**Assignment:**
Retrieve every line from the records in which the word "controls" occurs.

[Extracted data entries]
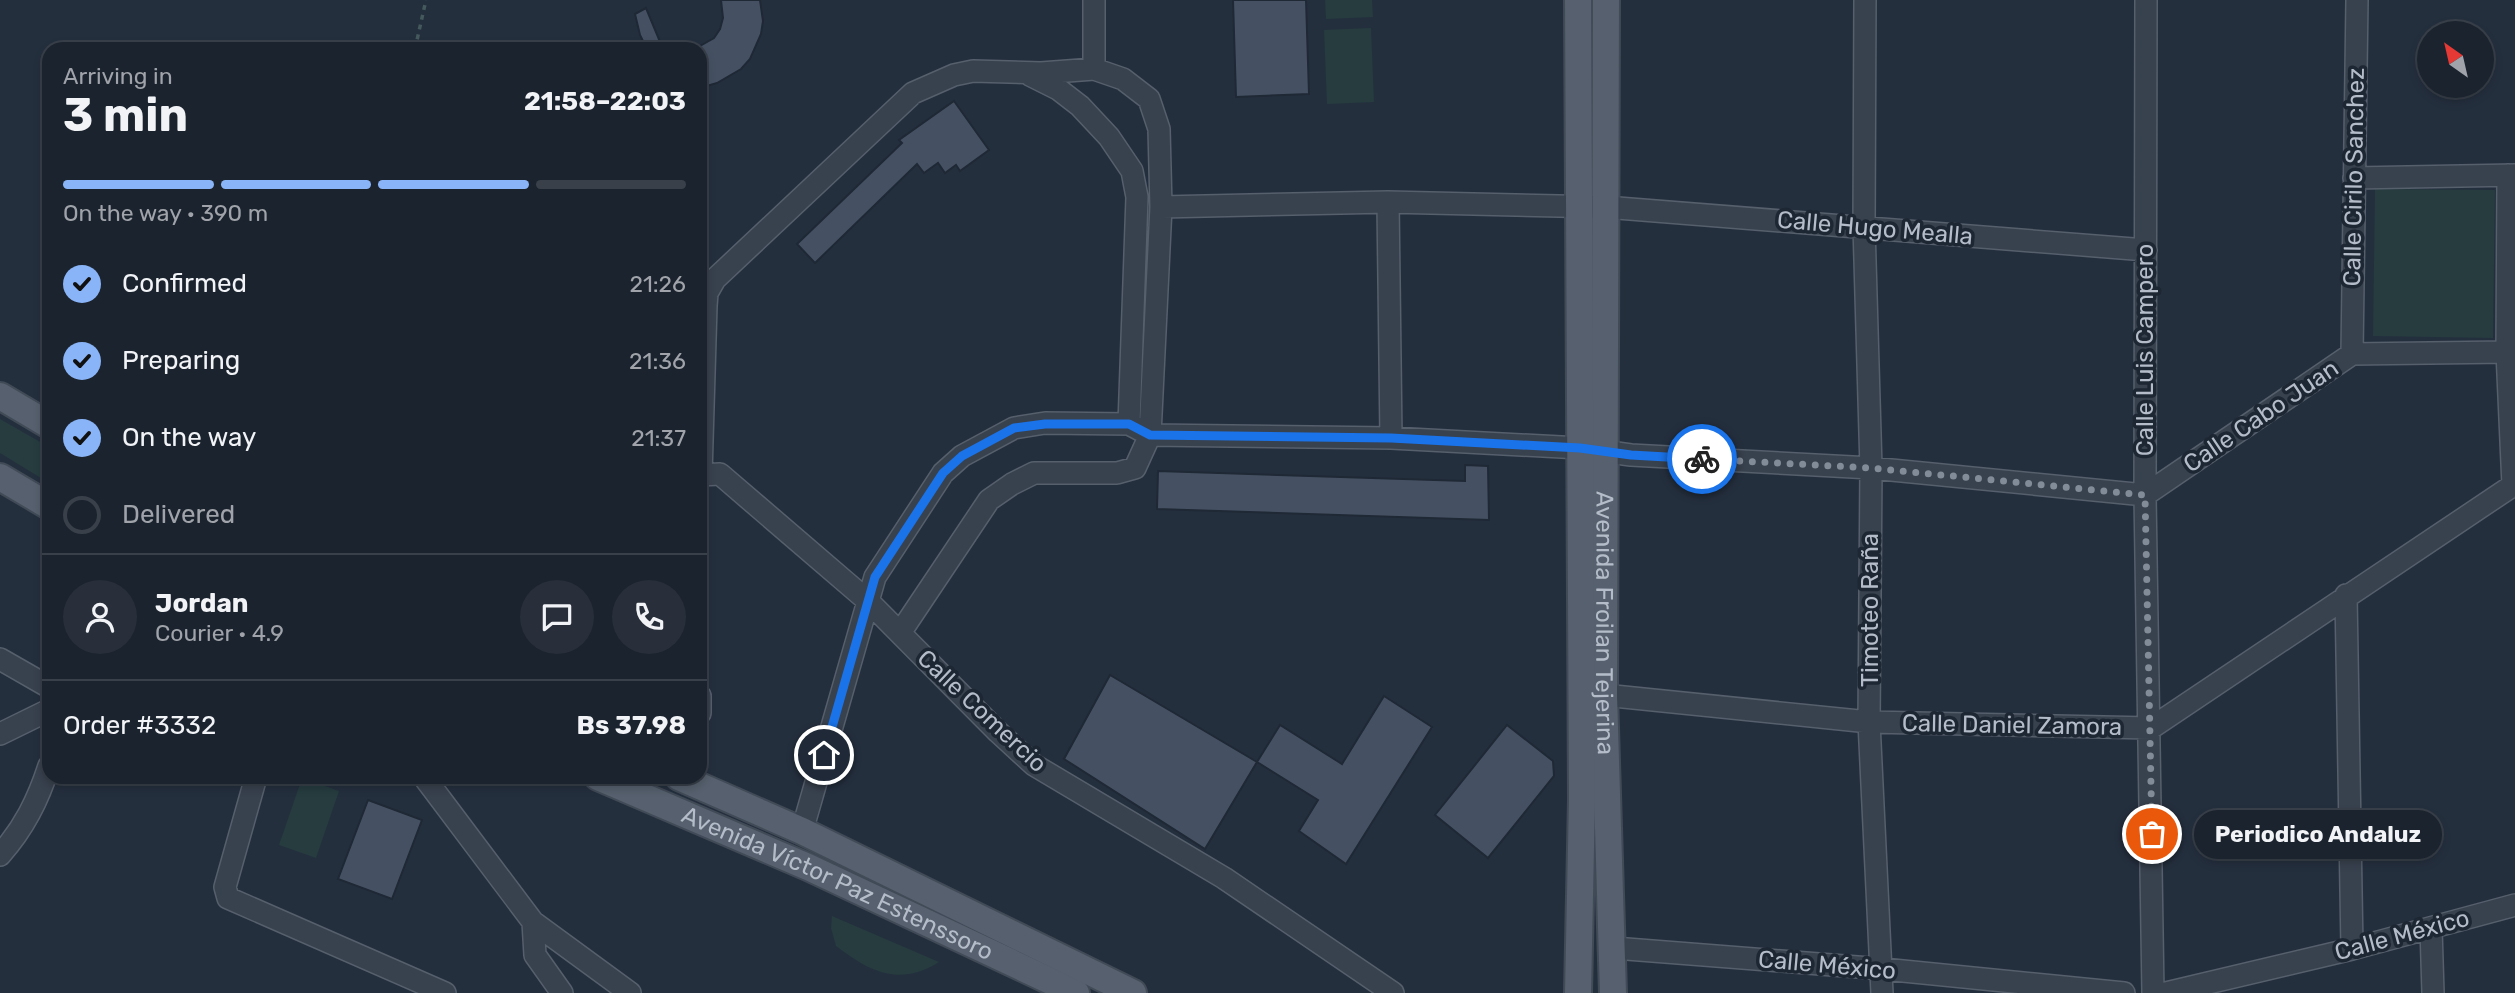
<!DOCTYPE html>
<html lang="en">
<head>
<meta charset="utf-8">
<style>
  body { margin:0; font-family:Rubik,sans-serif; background:#282f3a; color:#f1f3f6; height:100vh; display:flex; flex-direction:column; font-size:26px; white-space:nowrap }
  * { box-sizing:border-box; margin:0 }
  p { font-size:23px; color:#a0a4aa }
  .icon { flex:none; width:38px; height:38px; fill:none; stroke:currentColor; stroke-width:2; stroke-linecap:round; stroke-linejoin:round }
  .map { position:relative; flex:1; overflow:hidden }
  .panel { position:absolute; left:42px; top:42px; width:665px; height:742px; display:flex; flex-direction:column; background:#1b232e; border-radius:21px; box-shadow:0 4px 10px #0003,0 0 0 2px #39404a }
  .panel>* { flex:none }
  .needle { width:46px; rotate:326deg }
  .controls { position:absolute; left:2417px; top:21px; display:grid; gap:14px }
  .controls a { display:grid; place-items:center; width:77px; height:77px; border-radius:50%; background:#1b232e; box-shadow:0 4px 10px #0003,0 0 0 2px #39404a; font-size:35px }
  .pin { position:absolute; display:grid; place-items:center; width:60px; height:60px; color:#fff; margin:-30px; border:4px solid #fff; border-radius:50%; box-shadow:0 2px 7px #0007 }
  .courier { position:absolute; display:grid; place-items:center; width:70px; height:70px; margin:-35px; border:5px solid #1a73e8; border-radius:50%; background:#fff; color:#222; box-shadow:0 2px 9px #0007 }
  .bubble { position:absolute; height:49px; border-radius:24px; background:#1b232e; box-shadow:0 4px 10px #0003,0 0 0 2px #39404a; font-size:23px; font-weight:700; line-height:49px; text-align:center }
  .summary em { font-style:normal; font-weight:700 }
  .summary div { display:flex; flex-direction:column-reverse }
  .summary { display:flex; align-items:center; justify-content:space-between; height:119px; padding:0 21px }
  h1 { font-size:46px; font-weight:700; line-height:52px }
  .bar { display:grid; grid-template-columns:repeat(4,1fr); gap:10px 7px; align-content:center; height:84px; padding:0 21px }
  .bar i { height:9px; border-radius:5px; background:#39404a }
  .bar .on { background:#8ab4f8 }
  .bar p { grid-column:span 4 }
  .line { display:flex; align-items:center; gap:18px; padding:0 21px; border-top:2px solid #39404a }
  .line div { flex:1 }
  .round { display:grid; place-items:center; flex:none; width:74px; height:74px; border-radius:37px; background:#282f3a }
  ol { padding:0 21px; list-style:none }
  li { display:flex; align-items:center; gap:21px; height:77px }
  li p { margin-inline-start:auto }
  li .icon { padding:7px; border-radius:50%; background:#8ab4f8; color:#111; stroke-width:4 }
  li:last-child { color:#a0a4aa }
  li i { width:38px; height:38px; border:4px solid #39404a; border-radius:50% }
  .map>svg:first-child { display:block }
  .green { fill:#263c3f }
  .building { fill:#455162; stroke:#1f2835; stroke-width:2 }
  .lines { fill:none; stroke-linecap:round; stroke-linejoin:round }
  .minor-casing { stroke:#565f6c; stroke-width:24 }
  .major-casing { stroke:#414a57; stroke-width:30 }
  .path { stroke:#44595c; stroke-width:3.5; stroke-dasharray:5 5; stroke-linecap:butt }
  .minor { stroke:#38414e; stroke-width:21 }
  .major { stroke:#56606e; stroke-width:26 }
  .done { stroke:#828b98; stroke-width:7; stroke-dasharray:0 12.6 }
  .route { stroke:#1a73e8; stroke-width:9 }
  .labels { text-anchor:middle; stroke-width:7; stroke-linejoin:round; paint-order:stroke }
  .street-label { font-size:24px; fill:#b4bcc9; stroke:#1d2633 }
</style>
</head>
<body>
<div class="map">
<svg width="2515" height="993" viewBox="0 0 2515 993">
  <rect width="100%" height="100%" fill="#242f3e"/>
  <!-- green -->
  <path class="green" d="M1325,0H1372L1373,17L1326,19Z
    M1371,28L1374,102L1327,104L1324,30Z
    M2375,189L2495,190L2493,338L2373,336Z
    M0,419L49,447V483L0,453Z
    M302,778L339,791L316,858L279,845Z
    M832,916L939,962C900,987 870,972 836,946L831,928Z"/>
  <!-- building -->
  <path class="building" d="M721,0H760L763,21L761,34L750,59L741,69L717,83L700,88V46L714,38L720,29L723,18Z
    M1233,0H1306L1309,94L1236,97Z
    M646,8L663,49H647L640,35L635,14Z
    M954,101L989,150L960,171L956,165L945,173L938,163L924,173L917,164L815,263L797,244L902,143L899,140Z
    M1465,465L1488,466L1489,520L1157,509L1158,471L1465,481Z
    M1110,675L1257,762L1205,849L1064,759Z
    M1384,696L1432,727L1346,864L1299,831L1318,800L1257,762L1280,725L1342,764Z
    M1507,725L1553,761L1554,776L1488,858L1435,815Z
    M368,800L422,820L392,899L338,879Z"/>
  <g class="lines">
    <defs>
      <path id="minor" d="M1865,0L1864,226L1871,468L1869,722L1882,993
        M2146,0L2145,495L2153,993
        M1094,69V0
        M1030,75L1058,89L1080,106L1109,137L1132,171L1137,197L1129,424
        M2508,175L2507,352L2513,486
        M2354,178L2515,175
        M1388,202L1391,438
        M1161,207L1388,202L1605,207L2146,250
        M2352,354L2357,0
        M700,475L720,474L869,602L998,732L1034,765L1224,878L1393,993
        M701,475L706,306L707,293L715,279L913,93L954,75L973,71L1041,73L1094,69L1123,79L1149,99L1159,129L1161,207L1150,435L1135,468L1117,473H1034L1012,484L989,500L900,633
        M2145,495L2352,354L2507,352
        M2346,595L2352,949
        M0,659L49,687
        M1604,695L1869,722L2151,728L2515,484
        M700,696V713
        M0,734L49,710
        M256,777L225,887L228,898L445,993
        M424,777L533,922L630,993
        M802,831L875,577L943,473L962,456L1014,428L1045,423L1129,424L1150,435L1391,438L1580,448L1631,455L1871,468L2145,495
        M0,855C24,828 38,800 49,766
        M533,922L535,955L562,993
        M2431,928L2433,993
        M1614,948L1883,969L2124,993
        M2166,993L2352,949L2515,905"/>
      <g id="major">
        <path id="s1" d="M1606,0L1604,695L1613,993"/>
        <path d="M0,396L49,425"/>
        <path d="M0,477L49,506"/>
        <path id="s2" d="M598,777L808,867L1076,993"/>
        <path d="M679,777L802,831L1133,993"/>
        <path d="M1578,993L1582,799L1578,0"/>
      </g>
    </defs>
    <!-- minor casing -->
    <use href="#minor" class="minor-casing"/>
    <!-- major casing -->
    <use href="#major" class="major-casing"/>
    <!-- path -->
    <path class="path" d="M415,49L426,0"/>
    <!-- minor -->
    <use href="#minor" class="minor"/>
    <!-- major -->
    <use href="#major" class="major"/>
  </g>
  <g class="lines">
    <!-- done -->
    <path class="done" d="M1702,459L1871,468L2145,495L2152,834"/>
    <!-- route -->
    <path class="route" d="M824,755L875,577L943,473L962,456L1014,428L1045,424H1129L1150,435L1391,438L1580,448L1631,455L1702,459"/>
  </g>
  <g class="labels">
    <!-- street labels -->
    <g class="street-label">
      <text transform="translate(2354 177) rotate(-89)" y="8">Calle Cirilo Sanchez</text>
      <text transform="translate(1875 228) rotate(5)" y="8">Calle Hugo Mealla</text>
      <text transform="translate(2145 350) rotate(-90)" y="8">Calle Luis Campero</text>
      <text transform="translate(2261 416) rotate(-34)" y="8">Calle Cabo Juan</text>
      <text transform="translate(1870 610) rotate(-90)" y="8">Timoteo Raña</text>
      <text dy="8" stroke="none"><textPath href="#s1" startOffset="623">Avenida Froilan Tejerina</textPath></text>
      <text transform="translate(982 711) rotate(43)" y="8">Calle Comercio</text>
      <text transform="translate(2012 725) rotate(1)" y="8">Calle Daniel Zamora</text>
      <text dy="8" stroke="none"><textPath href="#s2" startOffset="262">Avenida Víctor Paz Estenssoro</textPath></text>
      <text transform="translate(2402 935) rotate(-15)" y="8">Calle México</text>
      <text transform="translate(1827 965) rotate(5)" y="8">Calle México</text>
    </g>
  </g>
</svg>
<div class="controls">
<a><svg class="needle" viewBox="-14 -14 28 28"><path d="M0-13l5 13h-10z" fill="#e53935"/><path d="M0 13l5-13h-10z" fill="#a0a4aa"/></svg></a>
</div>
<div class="pin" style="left:2152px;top:834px;background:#ea580c"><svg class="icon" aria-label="bag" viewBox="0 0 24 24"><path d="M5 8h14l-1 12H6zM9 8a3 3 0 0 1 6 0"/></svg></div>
<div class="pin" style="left:824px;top:755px;background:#1f2937"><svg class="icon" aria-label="home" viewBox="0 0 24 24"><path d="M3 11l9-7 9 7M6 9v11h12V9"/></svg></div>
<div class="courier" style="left:1702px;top:459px"><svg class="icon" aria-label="bike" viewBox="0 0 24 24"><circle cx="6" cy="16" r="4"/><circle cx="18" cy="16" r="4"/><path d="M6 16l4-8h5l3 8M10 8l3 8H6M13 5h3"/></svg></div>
<div class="bubble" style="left:2194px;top:810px;width:248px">Periodico Andaluz</div>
<section class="panel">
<div class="summary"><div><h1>3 min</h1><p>Arriving in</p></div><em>21:58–22:03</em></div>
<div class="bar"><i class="on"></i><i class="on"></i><i class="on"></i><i></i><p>On the way · 390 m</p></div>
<ol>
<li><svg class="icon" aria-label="check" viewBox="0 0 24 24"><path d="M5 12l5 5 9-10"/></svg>Confirmed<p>21:26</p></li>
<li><svg class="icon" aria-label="check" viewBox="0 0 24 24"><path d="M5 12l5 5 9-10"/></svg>Preparing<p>21:36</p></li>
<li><svg class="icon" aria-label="check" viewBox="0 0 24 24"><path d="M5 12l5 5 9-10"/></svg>On the way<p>21:37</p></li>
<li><i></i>Delivered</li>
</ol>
<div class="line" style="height:126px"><a class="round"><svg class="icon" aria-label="person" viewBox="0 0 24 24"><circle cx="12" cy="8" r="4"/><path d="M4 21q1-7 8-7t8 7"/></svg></a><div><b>Jordan</b><p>Courier · 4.9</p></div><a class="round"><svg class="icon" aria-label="chat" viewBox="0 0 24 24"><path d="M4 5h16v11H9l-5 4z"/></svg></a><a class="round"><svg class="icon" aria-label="phone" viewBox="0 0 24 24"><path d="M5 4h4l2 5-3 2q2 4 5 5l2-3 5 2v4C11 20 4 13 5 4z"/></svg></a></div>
<div class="line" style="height:91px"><div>Order #3332</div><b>Bs 37.98</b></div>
</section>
</div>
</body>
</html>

**Written answer:**
  .controls { position:absolute; left:2417px; top:21px; display:grid; gap:14px }
  .controls a { display:grid; place-items:center; width:77px; height:77px; border-radius:50%; background:#1b232e; box-shadow:0 4px 10px #0003,0 0 0 2px #39404a; font-size:35px }
<div class="controls">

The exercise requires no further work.